Hayduke Trail Day 41: Home on the Range, Crossing to Zion

Daily Neat Beat
Day 41
Total Miles: 11.5
Cumulative Miles: 674.4
Map of Hayduke Trail Day 41: from head of Hack Canyon to Yellowstone Spring on the Arizona Strip
“We are headed to Yellowstone”, Ray tells the guy in a white truck with a camouflage ATV in the back. The guy looks at us like we are crazy. “Err, Yellowstone Spring” I quickly clarify, “you know, the one that is about 11 miles from here”. “I thought you guys might need a ride” he says. “Did your car break down?”. My belief in humanity is once again renewed. We were not even looking for a ride yet he turned off the main dirt road when he saw us walking towards it to help. People take care of each other out here.
Cows and calves on the Arizona Strip

Of course he is right to assume no one in their right mind would voluntarily be hiking here. We have left the beautiful side canyons of the Grand Canyon and are now in the open sage country where the only wildlife are cows, and dust gets in your teeth. It is the “in between” where we cross a wide desert valley of sagebrush to get from the Grand Canyon to Zion National Park. 

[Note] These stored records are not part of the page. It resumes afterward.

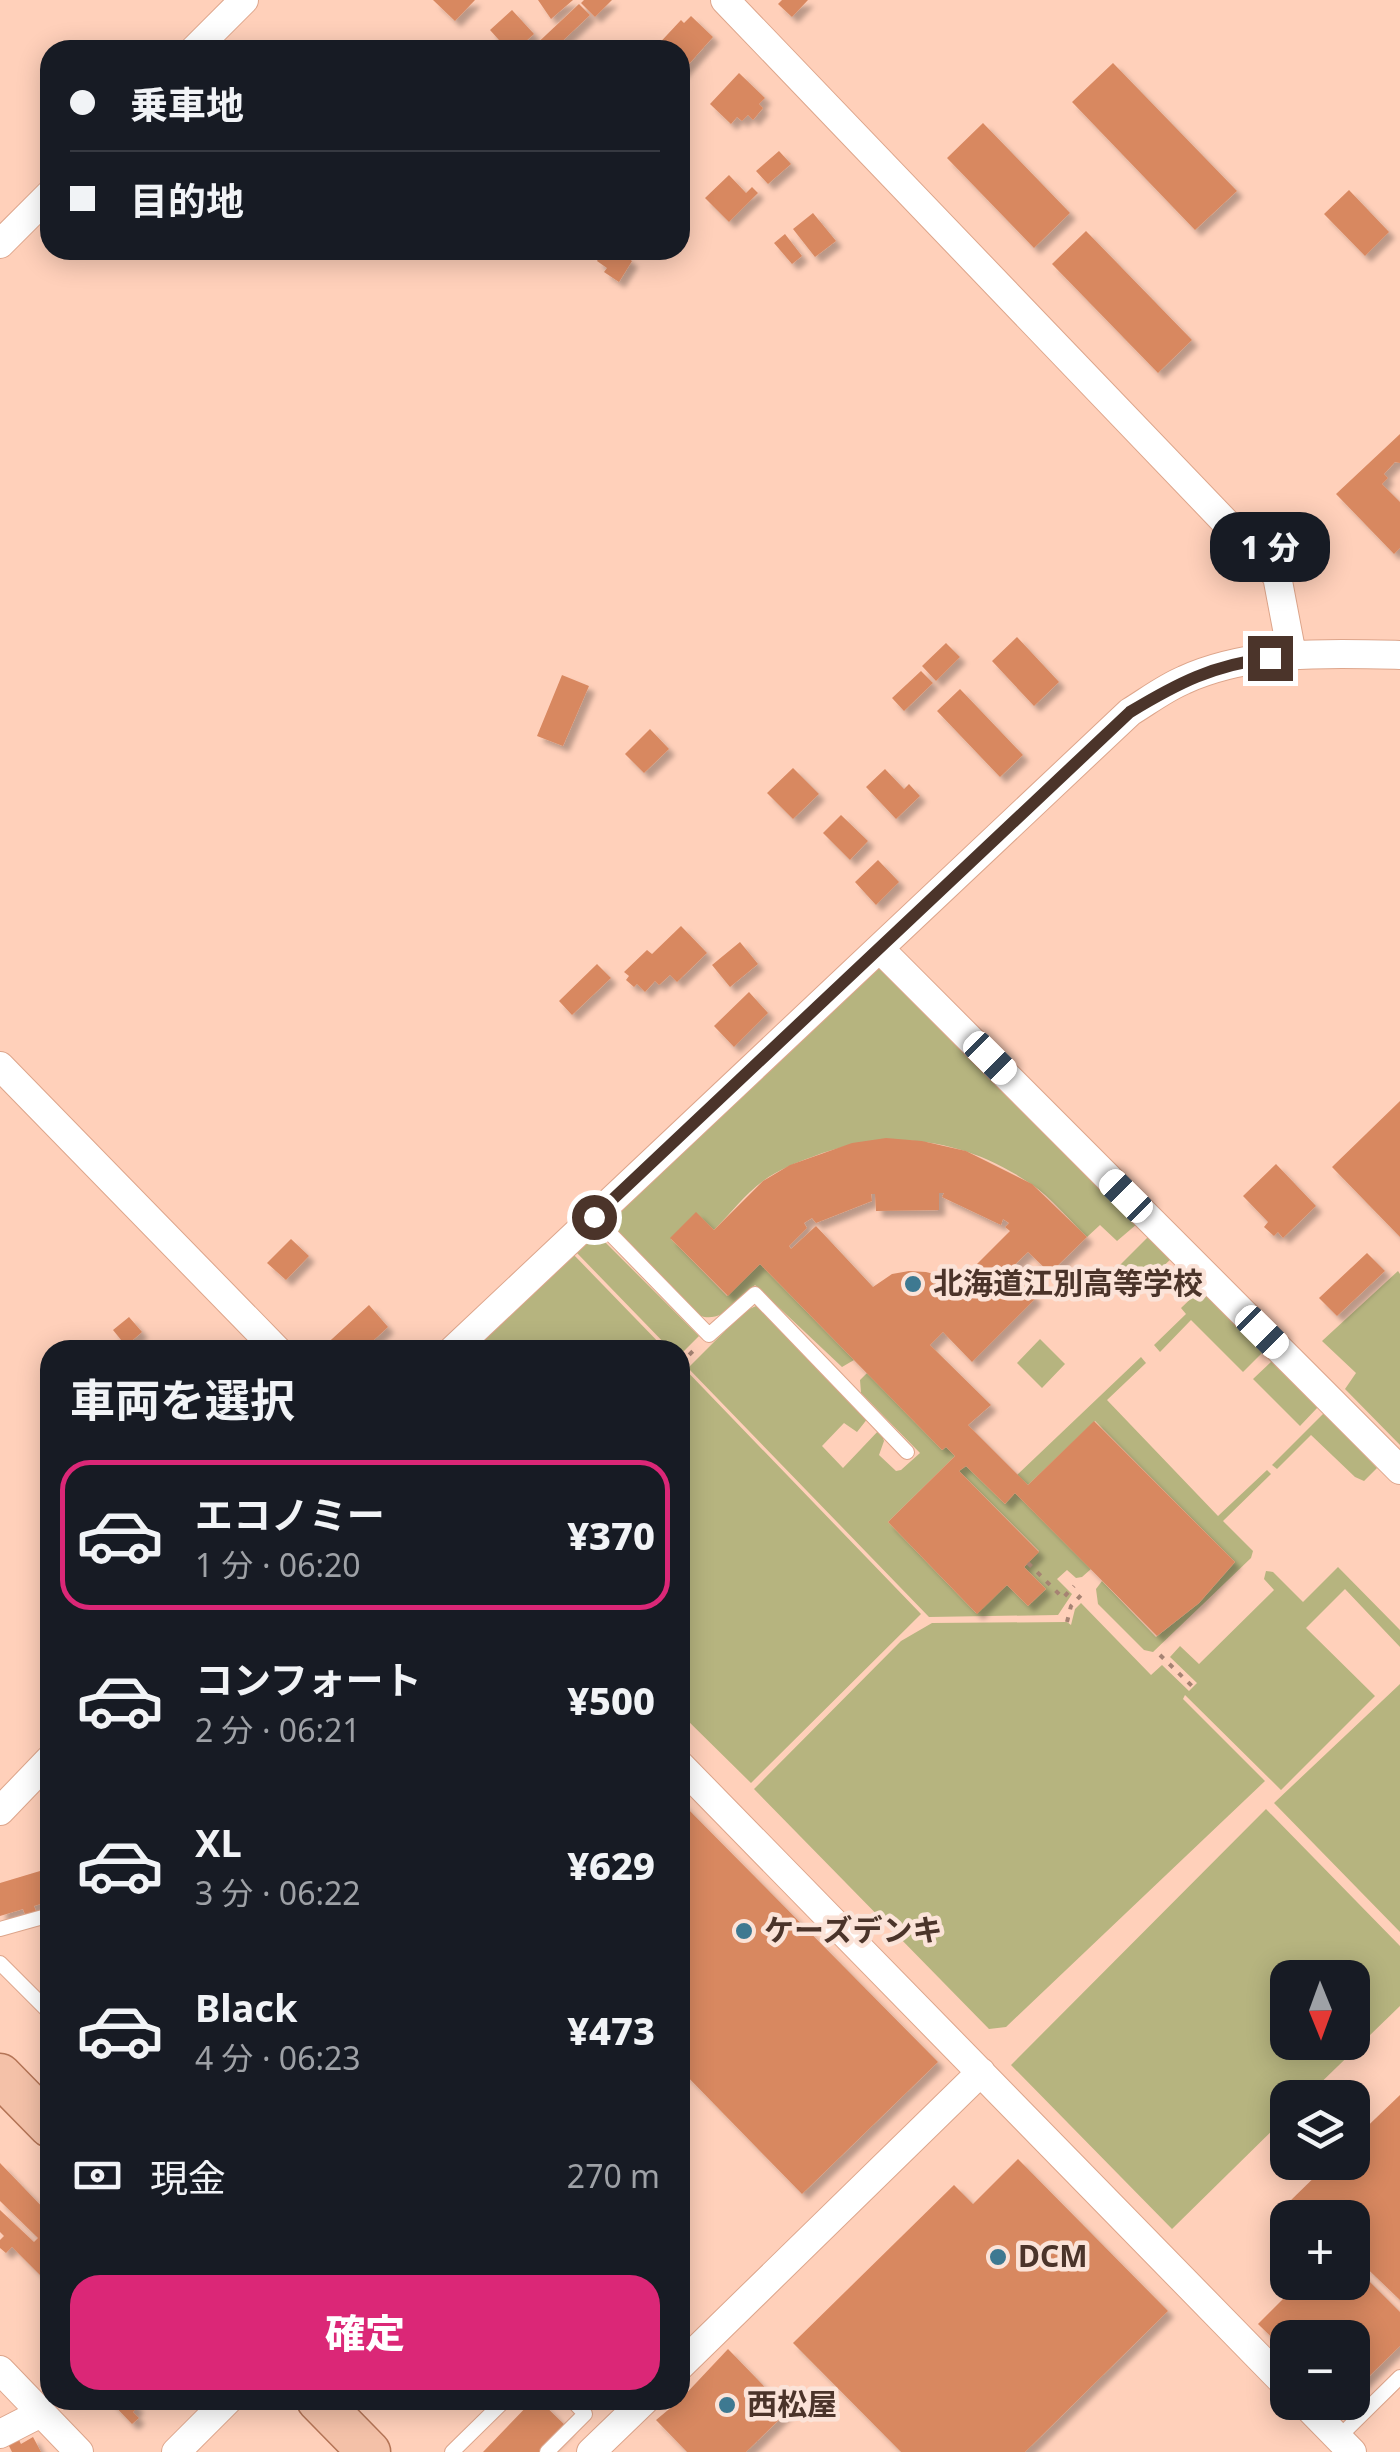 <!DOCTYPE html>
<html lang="ja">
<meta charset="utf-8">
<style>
body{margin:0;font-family:"Noto Sans","Noto Sans JP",sans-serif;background:#242831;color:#f1f3f6;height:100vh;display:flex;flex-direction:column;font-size:38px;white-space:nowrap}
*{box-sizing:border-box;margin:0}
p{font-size:32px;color:#9ea1a6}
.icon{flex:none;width:55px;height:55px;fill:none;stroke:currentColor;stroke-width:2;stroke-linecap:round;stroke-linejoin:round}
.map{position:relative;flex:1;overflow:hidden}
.details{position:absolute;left:40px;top:1340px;width:650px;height:1070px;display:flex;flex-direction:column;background:#171b24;border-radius:30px;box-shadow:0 5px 25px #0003}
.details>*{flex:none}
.top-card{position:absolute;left:40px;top:40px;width:650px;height:220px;border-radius:30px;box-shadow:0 5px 25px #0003;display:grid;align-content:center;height:220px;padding:0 30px;background:#171b24}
.needle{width:65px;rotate:179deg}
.tools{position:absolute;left:1270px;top:1960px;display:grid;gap:20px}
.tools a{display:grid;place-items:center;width:100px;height:100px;border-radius:20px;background:#171b24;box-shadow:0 5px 25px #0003;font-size:50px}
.end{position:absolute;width:45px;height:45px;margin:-22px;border:12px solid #4b342a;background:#fff;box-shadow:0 0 0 5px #fff}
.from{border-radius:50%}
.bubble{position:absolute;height:70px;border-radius:30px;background:#171b24;box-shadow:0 5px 25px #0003;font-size:32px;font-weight:800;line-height:70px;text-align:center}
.car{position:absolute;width:30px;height:60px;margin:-30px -15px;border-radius:12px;box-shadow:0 0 8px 2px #0007;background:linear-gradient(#fff 24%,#345 0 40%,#fff 0 76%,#345 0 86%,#fff 0)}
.top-card b{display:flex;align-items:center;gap:35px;height:95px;font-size:38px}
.top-card b+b{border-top:2px solid #363941}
.top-card i{width:25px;height:25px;background:#f1f3f6}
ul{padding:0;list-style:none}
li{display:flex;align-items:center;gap:30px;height:150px;margin:0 20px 15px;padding:0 10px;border:5px solid transparent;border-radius:30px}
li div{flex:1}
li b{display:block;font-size:38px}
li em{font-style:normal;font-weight:800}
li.active{border-color:#db2777}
li>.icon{width:90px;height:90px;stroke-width:1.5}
h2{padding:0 30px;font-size:45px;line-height:120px}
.pay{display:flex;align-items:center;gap:25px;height:110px;padding:0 30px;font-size:38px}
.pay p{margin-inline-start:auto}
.cta{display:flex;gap:20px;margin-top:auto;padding:20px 30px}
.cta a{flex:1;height:115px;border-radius:30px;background:#db2777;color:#fff;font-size:40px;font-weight:800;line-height:115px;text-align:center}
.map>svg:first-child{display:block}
.green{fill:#b6b47f;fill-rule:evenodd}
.building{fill:#d88861;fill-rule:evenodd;filter:url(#shadow)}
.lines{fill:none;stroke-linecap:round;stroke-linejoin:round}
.service-casing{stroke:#dda58b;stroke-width:16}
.minor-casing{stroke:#dda58b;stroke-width:30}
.primary-casing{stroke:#b47456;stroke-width:45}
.path{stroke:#a68373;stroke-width:4;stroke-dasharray:5 8;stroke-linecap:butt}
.service{stroke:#fff;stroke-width:14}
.minor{stroke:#fff;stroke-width:28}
.primary{stroke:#f4c1a8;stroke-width:42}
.route{stroke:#4b342a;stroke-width:12}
.poi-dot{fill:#3e7991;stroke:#fbe3d8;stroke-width:4}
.labels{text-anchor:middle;stroke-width:9;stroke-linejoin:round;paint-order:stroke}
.poi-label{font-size:30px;font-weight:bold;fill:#4b342a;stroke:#fbe3d8;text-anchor:start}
</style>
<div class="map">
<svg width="1400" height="2452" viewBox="0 0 1400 2452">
<defs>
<filter id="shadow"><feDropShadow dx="6" dy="6" stdDeviation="2.5" flood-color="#0004"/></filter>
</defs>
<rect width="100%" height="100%" fill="#ffd0ba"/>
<path class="green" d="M876 968 887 969 1137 1224 1117 1241 1100 1225 1087 1237C1069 1220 1052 1198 1031 1184 964 1138 887 1127 812 1157 795 1163 778 1170 763 1181 745 1194 730 1214 714 1230L696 1213 671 1239 727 1296 760 1264 854 1360 842 1367 755 1285C739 1300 721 1325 698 1315L608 1221Z
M596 1233 699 1336 680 1355V1350H671L576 1252Z
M1149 1236 1172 1258 1140 1288 1119 1266Z
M573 1254 666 1350H471Z
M1398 1271 1400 1274V1445L1345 1389 1356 1373 1322 1341Z
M1201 1289 1263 1352 1243 1372 1191 1320 1160 1352 1154 1345 1186 1314 1181 1308Z
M756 1306 868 1418 857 1432 844 1423 822 1446 843 1468 880 1429 884 1441 879 1455 896 1471 901 1470 920 1453 861 1393 860 1380 867 1373 942 1450 946 1447 955 1456 888 1522 976 1613 1007 1585 1028 1606 1046 1589 1024 1567 1039 1551 959 1471 966 1466 1005 1504 1015 1493 1091 1569 1082 1577 1076 1578 1067 1570 1057 1579 1072 1594 1058 1615 929 1617 688 1368 745 1311Z
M1040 1339 1065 1364 1042 1388 1017 1363Z
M1141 1357 1146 1363 1107 1400 1218 1516 1267 1470 1271 1474 1223 1521 1253 1551 1251 1558 1153 1652 1144 1650 1098 1604 1096 1589 1102 1581 1156 1637 1199 1603 1235 1562 1095 1421 1028 1485 1017 1475Z
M1272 1361 1318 1407 1300 1426 1253 1379Z
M680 1364 921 1614 751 1783 680 1713Z
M1324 1413 1377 1468 1364 1481 1355 1477 1311 1435 1277 1469 1272 1465Z
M1338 1567 1400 1630V1647L1345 1589 1306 1628 1375 1696 1281 1790 1185 1695 1183 1699 1265 1781 1006 2027 989 2029 754 1789 901 1641 932 1623 1067 1622 1071 1625 1075 1609 1081 1603 1151 1675 1162 1665 1189 1691 1197 1683 1170 1657 1180 1646 1199 1664 1274 1590 1264 1579 1266 1571 1273 1572 1303 1602Z
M1400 1684V1932L1274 1803Z
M1266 1809 1400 1946V2006L1306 2097 1288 2098 1287 2116 1172 2229 1011 2065ZM1288 1978H1352V2042H1288Z"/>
<path class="building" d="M433 0H475L455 21Z
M538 0H573L551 19Z
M584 0H612L595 17 581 3Z
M782 0H808L792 17 778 4Z
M579 4 590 15 553 50H530Z
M512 10 534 34 516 50H508L490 30Z
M691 16 713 37 680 74V50H653L681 20 684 23Z
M1113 63 1237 191 1195 230 1072 102Z
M739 73 765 98 759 104 763 108 753 120 748 115 742 121 737 117 731 124 710 104Z
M983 123 1070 213 1034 248 947 158Z
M779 151 791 164 768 184 756 171Z
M729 175 746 193 752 187 758 193 729 222 705 198Z
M1349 190 1389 232 1365 256 1324 214Z
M813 213 836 241 815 257 793 229Z
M1086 231 1192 340 1158 373 1052 264Z
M785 234 802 256 792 264 774 243Z
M604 250H617L632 261 619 282 604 272 607 268 597 261Z
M1400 434V463L1395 462 1384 474 1388 478 1382 484 1400 502V548L1394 554 1336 494Z
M1017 637 1059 682 1034 706 992 661Z
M946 643 960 657 936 681 922 666Z
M921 671 933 683 904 711 892 698Z
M562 675 589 686 563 746 537 736Z
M960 689 1023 755 1000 777 937 711Z
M650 729 669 749 644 773 625 754Z
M793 768 819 794 793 819 767 793Z
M885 769 904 789 909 784 920 796 896 819 866 787Z
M841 815 868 841 850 860 823 833Z
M878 860 899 882 876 905 855 882Z
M681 926 707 953 677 982 670 975 659 985 655 981 645 992 637 984 634 987 626 980 629 976 624 972 647 950 652 954Z
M740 942 758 964 730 987 712 965Z
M597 964 611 978 572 1015 559 1001Z
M749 992 768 1013 734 1047 714 1026Z
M1400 1101V1237L1332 1167Z
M886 1138 922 1141 966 1151 1032 1184 1087 1237 1050 1273 1028 1252 1009 1270 1036 1298 972 1362 943 1332 930 1345 991 1405 968 1425 1028 1485 1094 1421 1235 1562 1199 1603 1157 1636 1015 1493 1005 1504 966 1466 959 1471 1039 1552 1024 1567 1046 1589 1028 1606 1007 1585 977 1614 888 1522 955 1456 946 1447 942 1450 760 1264 728 1296 670 1238 696 1212 714 1230 763 1181 790 1165 852 1143ZM939 1193H944L942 1197 1001 1225 1003 1219 1009 1223 1005 1227 1010 1231 956 1285 945 1277 926 1272 909 1271 892 1274 873 1287 816 1226 791 1249 789 1246 807 1228 804 1223 812 1218 816 1223 872 1201 871 1194H875L876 1211 939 1210Z
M1276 1164 1316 1206 1283 1238 1278 1232 1274 1236 1264 1227 1268 1222 1243 1196Z
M291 1239 309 1256 286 1280 267 1263Z
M1367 1253 1385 1271 1337 1316 1319 1298Z
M369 1305 388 1327 363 1350H320Z
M129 1317 142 1332 126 1346 113 1330Z
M680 1801 938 2062 802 2194 680 2069Z
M50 1868V1901L34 1906 37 1914 26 1917 23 1909 0 1916V1883Z
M1400 2095V2300L1352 2254V2218H1298L1287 2204 1330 2162H1352V2141Z
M1018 2159 1168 2311 1025 2452H901L793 2343 954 2185 973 2204Z
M0 2163 50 2215V2273L44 2279 12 2247 6 2253 0 2248V2240L4 2236 0 2232V2210L34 2242 38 2238 0 2201Z
M1352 2264 1400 2312V2346L1352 2393V2338H1288V2353L1258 2324 1300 2282H1352Z
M728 2349 788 2411 746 2452H687L656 2420 680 2400Z
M109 2400H131L138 2407 133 2412 139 2418 132 2424Z
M533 2400H539L568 2428 544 2452H483Z
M33 2437 41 2452H12L8 2444 18 2438 21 2444Z"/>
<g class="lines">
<defs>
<path id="service" d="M594 1217 709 1335 755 1294 907 1452
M0 1929 50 1915
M0 1963 50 2013
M1338 2438 1400 2377
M452 2452 505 2400
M547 2452 585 2414 572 2400"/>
<path id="minor" d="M725 0 1277 576 1292 655
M194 50 244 0
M0 244 50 194
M880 949 1400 1470
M0 1066 277 1350
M453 1350 1130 712C1148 701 1165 688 1184 680 1250 650 1329 653 1400 655
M680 1765 1288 2387
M0 1811 50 1759
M680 2366 981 2072
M0 2370 79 2452
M1303 2402 1352 2452
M0 2434 41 2413
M176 2452 228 2400
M591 2452 645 2400"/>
<path id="primary" d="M0 2075 50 2126
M318 2400 369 2452"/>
</defs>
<use href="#service" class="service-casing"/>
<use href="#minor" class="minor-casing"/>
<use href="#primary" class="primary-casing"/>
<path class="path" d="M680 1364 698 1346
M1028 1563 1063 1598 1074 1586
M1067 1622 1071 1606 1082 1594
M1160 1655 1193 1687"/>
<use href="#service" class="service"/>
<use href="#minor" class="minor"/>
<use href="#primary" class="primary"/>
</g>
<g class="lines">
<path class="route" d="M594 1217 1130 712C1178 683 1213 665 1270 658"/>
</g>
<g class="poi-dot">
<circle cx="913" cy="1284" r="10"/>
<circle cx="744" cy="1931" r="10"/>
<circle cx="998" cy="2257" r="10"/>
<circle cx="727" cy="2405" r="10"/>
</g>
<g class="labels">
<g class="poi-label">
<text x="933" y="1294">北海道江別高等学校</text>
<text x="764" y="1941">ケーズデンキ</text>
<text x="1018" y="2267">DCM</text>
<text x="747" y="2415">西松屋</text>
</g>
</g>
</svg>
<div class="tools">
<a><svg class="needle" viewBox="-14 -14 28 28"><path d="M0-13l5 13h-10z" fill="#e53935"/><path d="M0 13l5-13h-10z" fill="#9ea1a6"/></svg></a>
<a><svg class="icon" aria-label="layers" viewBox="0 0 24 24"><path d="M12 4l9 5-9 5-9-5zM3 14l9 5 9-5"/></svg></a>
<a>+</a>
<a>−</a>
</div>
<i class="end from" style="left:594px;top:1217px"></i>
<i class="end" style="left:1270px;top:658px"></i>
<div class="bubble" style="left:1210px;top:512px;width:120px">1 分</div>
<i class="car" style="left:990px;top:1058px;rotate:135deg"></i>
<i class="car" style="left:1126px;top:1196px;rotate:315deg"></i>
<i class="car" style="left:1262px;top:1332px;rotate:135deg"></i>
<div class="top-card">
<b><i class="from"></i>乗車地</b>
<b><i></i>目的地</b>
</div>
<section class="details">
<h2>車両を選択</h2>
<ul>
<li class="active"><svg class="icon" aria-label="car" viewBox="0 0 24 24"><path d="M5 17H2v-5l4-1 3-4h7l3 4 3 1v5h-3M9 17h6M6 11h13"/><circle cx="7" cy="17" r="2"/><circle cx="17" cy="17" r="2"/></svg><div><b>エコノミー</b><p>1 分 · 06:20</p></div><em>¥370</em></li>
<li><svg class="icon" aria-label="car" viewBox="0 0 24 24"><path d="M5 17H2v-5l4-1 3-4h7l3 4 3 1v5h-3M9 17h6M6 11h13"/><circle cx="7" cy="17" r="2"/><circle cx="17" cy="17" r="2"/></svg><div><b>コンフォート</b><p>2 分 · 06:21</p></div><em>¥500</em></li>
<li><svg class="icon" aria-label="car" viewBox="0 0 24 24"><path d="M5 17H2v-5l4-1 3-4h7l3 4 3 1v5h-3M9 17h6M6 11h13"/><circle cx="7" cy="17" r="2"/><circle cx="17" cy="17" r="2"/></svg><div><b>XL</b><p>3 分 · 06:22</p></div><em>¥629</em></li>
<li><svg class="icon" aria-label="car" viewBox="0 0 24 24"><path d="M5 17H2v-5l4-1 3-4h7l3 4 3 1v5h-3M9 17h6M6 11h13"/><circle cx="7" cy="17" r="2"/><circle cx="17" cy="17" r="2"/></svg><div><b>Black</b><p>4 分 · 06:23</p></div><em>¥473</em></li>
</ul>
<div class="pay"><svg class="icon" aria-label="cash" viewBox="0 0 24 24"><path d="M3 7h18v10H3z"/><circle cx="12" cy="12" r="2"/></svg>現金<p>270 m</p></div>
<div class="cta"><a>確定</a></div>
</section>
</div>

This cow looked very pregnant!

We could have skipped this part as we have been hiking the Hayduke using a two car shuttle. But we are purists, we both feel we need to hike a connected line from Arches to Zion. Never mind that the Hayduke meanders all over the place and that alternate routes are encouraged. It has to be a connected hiking route that is hiked, for us at least. Hike your own hike as people fondly like to say. 

Ray hiking the fence line. We are headed for those mountains way off in the distance.

Ray tries to explain what we are doing to the guy in the pickup. He waves his arms around “we are doing a LONG hike and started in Arches National Park about two months ago. We are headed to Zion and, thanks, but we don’t need a ride.”

Maybe we should have just left it as we are headed to Yellowstone. Now he really looks perplexed.
 
The guy in the truck finally takes off, convinced that we are crazy but don’t need to be rescued. He got his turkey that morning and these two he will leave beside the road.
 
It is a short day for us as we are stopping at one of the only springs in this “home on the range” valley and we will be following dirt roads. It feels relaxing and pretty soon Ray and I go into our “kid curiosity” mode where  we get absorbed in what is happening around us.
“What are these holes in the road? They look like tiny kivas” I say to Ray.
Pencil-sized holes with built up clay around them in the road.

We are now both down on our hands and knees looking at these pencil-sized holes with clay built up around them in the dirt road. Good thing Mr. White Truck doesn’t see us now, both of us with our hands in the dirt, kneeling in the road.

A digger bee backing out of one of the holes
A digger bee flying away from it’s nest

Pretty soon an insect butt appears in the hole and what looks like a honey bee pulls out and flies away. Only it isn’t a honeybee, it’s a digger bee, probably a female, who has just been digging with her jaws and legs, by herself, to make a nest. Digger bees are the industrious cousin to the honey bee. No worker bees to help her with the nest. No “Queen Bee” status here.

Digger bees aren’t our only entertainment today.  Two pronghorns are startled by our presence and take off at a full gallop. They move effortlessly through the landscape. I imagine if you put a plate on one of their heads, it would stay on even when they are at a full gallop. There is no jerking or bouncing in their movement.
Pronghorns running through the grasses and sagebrush

These two run and stop behind a juniper tree and peer around to see if we see them. I feel like we are playing hide and seek only for them it is survival.

Collapsed soils in the road.

The day continues with more fun and discovery. We spot two horned lizards trying to blend into their surroundings. I had read that when a horned lizard feels threatened by a predator it will shoot blood out of its eye sockets. We moved the grass away from the second lizard to take a picture and it closes its eyes. Maybe it was getting ready to shoot blood and would have if we had tried to pick it up. But we leave it be.

A Greater Short-Horned Lizard
A Desert Short-Horned Lizard. This one was closing it’s eyes when I pulled away the grasses. Maybe it was getting ready to shoot blood….

We get to Yellowstone Spring which is actually quite a pretty spot with a ridge with yellow and red sandstone outcrops.

The Yellowstone Spring area

There is a fault that goes right up the little valley where the spring is. Ray and I settle in and eat our dinners and afterwards are enjoying the evening when Ray says “don’t come unglued but look at what I found”. He points to a projectile point that is in perfect condition, over 4 inches long with a rounded stem. Of course I come unglued! What an amazing find. We speculate about the age and what animals it might have been used to hunt. The spring and surrounding outcrops create such a perfect place to trap animals. We spend the next hour looking around and find little pieces of pottery and chips but nothing like the point Ray found. I dream of our ancestors that night. Pronghorn? Deer? What were they hunting….

An intact projectile point that is over 4 inches long.